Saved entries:
● ● ● ● ●

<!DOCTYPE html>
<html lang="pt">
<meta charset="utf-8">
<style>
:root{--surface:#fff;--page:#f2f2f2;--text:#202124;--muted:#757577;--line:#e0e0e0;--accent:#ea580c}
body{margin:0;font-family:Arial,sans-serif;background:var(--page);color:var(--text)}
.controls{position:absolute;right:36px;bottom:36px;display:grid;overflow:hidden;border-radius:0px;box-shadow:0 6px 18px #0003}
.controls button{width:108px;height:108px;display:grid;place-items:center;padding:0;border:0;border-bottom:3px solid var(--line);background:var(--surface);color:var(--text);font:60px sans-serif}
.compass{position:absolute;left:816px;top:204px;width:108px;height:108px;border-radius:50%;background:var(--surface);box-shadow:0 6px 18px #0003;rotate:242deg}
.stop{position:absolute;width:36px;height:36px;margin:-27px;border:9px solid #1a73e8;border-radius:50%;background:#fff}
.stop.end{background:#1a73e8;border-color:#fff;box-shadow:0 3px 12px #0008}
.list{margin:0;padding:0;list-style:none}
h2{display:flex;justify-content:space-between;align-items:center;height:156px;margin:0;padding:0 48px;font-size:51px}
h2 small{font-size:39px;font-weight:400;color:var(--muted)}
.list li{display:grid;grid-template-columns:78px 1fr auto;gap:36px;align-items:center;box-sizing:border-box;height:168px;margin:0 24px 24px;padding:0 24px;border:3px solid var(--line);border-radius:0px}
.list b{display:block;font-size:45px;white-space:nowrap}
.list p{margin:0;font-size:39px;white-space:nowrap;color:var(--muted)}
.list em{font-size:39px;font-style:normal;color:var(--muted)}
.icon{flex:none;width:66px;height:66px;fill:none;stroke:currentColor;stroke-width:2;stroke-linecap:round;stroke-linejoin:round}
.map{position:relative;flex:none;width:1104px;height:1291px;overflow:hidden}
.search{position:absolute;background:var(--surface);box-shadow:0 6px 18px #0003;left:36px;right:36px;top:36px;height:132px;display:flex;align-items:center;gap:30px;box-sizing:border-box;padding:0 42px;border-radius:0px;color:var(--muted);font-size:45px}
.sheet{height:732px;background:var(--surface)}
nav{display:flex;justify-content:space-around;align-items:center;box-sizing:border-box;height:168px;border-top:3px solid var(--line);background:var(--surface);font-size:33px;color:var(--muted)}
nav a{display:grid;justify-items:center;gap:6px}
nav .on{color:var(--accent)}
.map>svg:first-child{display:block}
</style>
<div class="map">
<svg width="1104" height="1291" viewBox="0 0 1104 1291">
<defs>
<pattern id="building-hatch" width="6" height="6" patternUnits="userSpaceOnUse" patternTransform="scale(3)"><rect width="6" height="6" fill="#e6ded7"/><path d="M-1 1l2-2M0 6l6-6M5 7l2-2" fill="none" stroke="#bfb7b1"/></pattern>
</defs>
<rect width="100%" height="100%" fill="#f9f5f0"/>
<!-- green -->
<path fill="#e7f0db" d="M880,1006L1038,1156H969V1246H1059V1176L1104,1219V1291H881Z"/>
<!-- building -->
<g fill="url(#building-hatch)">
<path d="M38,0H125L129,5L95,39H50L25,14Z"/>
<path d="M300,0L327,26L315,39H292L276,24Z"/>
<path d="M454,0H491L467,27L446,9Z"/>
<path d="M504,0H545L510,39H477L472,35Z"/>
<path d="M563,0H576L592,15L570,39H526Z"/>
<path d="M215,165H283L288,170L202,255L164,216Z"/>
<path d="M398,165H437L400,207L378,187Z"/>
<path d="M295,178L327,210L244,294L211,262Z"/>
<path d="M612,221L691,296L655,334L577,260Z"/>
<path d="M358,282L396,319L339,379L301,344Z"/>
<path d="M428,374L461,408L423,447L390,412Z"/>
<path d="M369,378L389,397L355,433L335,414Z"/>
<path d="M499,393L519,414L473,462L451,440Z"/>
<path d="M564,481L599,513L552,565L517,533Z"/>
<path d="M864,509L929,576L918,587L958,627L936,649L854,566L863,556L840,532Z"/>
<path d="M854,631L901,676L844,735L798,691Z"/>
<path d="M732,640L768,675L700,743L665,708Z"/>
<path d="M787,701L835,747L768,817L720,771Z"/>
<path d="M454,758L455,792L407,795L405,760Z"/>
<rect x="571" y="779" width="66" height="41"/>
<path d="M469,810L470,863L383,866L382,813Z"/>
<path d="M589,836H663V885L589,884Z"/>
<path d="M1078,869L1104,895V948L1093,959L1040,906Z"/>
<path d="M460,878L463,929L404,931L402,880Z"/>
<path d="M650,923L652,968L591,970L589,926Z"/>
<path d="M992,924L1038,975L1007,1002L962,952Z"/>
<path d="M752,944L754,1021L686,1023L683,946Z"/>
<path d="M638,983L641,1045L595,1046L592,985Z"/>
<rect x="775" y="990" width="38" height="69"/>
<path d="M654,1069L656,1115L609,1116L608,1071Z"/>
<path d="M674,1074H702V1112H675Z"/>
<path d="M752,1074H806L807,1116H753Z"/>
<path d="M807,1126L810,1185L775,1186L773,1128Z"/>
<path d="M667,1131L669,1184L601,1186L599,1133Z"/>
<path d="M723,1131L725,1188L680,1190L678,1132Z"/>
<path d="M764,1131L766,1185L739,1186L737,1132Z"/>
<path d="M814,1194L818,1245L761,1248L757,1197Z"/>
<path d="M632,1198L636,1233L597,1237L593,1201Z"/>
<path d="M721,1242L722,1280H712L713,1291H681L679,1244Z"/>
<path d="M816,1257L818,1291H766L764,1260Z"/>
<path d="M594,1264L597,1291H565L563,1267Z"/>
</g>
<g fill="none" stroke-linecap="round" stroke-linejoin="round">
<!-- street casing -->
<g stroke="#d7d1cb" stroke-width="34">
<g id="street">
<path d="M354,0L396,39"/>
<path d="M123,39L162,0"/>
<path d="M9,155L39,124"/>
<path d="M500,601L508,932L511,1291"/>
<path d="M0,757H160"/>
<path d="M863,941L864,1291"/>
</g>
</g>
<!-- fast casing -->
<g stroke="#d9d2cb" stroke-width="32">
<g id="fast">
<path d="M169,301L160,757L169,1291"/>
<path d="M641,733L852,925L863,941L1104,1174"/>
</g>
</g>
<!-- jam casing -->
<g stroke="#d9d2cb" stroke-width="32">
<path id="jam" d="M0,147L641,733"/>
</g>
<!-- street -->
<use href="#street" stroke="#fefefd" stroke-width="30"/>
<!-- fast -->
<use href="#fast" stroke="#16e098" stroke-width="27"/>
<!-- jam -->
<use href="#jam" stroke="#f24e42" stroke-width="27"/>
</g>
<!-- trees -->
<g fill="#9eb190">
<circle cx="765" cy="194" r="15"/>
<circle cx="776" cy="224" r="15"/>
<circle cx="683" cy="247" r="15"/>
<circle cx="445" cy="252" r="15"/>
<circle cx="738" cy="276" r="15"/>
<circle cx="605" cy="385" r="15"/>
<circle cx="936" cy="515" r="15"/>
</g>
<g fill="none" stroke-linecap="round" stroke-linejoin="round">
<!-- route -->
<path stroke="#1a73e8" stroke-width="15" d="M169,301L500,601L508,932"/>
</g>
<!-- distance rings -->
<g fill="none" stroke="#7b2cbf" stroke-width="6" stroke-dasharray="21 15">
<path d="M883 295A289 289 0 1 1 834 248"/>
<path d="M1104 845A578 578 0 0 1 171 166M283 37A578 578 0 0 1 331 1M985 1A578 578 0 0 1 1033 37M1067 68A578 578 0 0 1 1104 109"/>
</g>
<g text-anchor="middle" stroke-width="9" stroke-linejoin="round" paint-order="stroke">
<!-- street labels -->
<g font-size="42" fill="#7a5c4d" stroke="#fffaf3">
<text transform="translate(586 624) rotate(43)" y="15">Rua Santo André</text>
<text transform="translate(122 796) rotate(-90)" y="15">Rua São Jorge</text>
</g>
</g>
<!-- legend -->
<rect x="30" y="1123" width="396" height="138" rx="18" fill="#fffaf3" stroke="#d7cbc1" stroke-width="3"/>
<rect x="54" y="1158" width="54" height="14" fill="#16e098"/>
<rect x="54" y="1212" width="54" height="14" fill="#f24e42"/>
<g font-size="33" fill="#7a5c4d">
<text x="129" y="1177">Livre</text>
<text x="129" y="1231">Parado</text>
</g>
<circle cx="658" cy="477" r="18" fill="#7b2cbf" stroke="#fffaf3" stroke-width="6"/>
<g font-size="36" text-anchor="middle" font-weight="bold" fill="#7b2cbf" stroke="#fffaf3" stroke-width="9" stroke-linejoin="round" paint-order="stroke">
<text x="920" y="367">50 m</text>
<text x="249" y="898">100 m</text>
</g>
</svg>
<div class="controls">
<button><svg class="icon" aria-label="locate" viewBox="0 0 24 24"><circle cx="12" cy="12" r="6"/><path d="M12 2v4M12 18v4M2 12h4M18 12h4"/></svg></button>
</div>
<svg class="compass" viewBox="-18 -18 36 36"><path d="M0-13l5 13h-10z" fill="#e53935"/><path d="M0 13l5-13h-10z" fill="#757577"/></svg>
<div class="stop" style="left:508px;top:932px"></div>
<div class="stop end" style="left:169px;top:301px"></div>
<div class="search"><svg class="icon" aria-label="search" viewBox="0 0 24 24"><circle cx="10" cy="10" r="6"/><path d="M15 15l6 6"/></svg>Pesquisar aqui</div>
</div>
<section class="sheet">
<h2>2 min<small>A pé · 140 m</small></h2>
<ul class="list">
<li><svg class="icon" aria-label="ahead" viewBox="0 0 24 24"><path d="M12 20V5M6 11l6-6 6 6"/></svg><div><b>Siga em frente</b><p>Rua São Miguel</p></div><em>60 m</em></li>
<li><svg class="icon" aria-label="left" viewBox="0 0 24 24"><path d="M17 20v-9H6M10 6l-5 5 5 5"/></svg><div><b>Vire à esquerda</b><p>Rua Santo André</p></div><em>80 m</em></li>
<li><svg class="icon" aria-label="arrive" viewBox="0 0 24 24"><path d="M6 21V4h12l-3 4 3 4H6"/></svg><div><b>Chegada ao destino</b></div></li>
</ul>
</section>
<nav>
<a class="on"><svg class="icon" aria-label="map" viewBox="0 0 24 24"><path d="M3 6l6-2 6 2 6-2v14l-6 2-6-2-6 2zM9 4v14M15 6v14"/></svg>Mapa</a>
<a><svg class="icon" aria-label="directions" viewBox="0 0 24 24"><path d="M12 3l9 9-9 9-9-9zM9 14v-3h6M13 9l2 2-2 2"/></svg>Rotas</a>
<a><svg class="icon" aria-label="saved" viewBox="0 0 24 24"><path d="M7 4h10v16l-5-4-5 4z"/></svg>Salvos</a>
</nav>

● ● ● ● ●

▶ What to do
Search the lines above for the string "sans" and copy each line that has it.

▶ Answer to the problem
body{margin:0;font-family:Arial,sans-serif;background:var(--page);color:var(--text)}
.controls button{width:108px;height:108px;display:grid;place-items:center;padding:0;border:0;border-bottom:3px solid var(--line);background:var(--surface);color:var(--text);font:60px sans-serif}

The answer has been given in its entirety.